Abstract

In 16 patients, within 24 h of the beginning of an acute myocardial infarction the hemodynamic effects of intravenous infusion of nitroglycerin (NTG) and nitroprusside (NP) were compared in the same patients (Table 1). To provide a common basis for comparison, the mean arterial pressure was lowered to the same level. Left ventricular filling pressure (LVFP) was decreased to the same extent. Cardiac index (CI) and stroke volume index (SVI) declined significantly during NTG and did not change during NP. The differences in CI and SVI during NTG- and NP-infusion were significant (p > 0.05). These data confirm results reported in the literature that NP has a relatively balanced effect on the arterial and venous circulation whereas NTG has less effect on systemic vascular resistance compared to its effect on capacitance vessels and LVFP accordingly [10]. Thus, NTG more likely decreased CI and SVI, occasionally to a critical level.
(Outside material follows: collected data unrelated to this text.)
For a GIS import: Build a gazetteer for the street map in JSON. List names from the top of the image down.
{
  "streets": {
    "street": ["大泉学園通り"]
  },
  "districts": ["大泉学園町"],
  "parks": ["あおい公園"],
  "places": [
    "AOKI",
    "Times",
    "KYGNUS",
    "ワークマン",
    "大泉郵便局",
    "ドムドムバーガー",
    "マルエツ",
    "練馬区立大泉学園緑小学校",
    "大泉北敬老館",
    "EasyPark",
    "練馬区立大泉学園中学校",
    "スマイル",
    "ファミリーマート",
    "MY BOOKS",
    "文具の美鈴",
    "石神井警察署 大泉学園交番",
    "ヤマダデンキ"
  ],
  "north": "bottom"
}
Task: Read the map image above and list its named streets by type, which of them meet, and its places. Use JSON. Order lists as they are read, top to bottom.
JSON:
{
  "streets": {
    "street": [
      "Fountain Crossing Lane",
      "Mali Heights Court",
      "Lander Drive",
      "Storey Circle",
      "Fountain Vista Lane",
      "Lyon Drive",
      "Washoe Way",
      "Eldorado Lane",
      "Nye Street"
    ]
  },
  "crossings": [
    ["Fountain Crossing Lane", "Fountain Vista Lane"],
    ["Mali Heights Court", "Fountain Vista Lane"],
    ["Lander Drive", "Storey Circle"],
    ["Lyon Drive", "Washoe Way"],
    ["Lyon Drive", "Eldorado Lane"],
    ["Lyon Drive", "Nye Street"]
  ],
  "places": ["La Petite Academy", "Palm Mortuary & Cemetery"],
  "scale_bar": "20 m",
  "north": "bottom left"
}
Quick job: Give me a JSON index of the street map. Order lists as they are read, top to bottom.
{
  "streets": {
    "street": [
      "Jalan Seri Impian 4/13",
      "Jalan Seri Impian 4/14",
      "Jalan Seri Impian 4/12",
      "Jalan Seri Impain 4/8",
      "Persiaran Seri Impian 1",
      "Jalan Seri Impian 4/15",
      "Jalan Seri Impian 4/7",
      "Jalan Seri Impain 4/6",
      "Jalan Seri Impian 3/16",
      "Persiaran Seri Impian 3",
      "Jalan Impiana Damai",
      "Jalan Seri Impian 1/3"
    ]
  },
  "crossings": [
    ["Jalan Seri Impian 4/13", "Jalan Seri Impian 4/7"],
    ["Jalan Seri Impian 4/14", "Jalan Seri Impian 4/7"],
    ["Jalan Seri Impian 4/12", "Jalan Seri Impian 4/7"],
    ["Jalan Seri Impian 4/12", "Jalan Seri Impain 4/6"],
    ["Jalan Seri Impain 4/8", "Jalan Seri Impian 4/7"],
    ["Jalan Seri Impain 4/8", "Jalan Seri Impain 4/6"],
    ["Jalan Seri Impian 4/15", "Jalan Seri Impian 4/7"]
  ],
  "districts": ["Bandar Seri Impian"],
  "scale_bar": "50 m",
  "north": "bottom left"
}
During NP infusion, even with a fall in LVFP to a range of 5–10 mmHg, CI and SVI did not decline significantly and never to a critical point. Furthermore, the half-life of NP is short, and unintentional overtreatment with NP can quickly be reversed by stopping or slowing the infusion rate, whereas NTG has a somewhat longer-lasting effect. Thus, in the commonly encountered clinical situation NP is expected to have the more favorably balanced beneficial hemodynamic effects.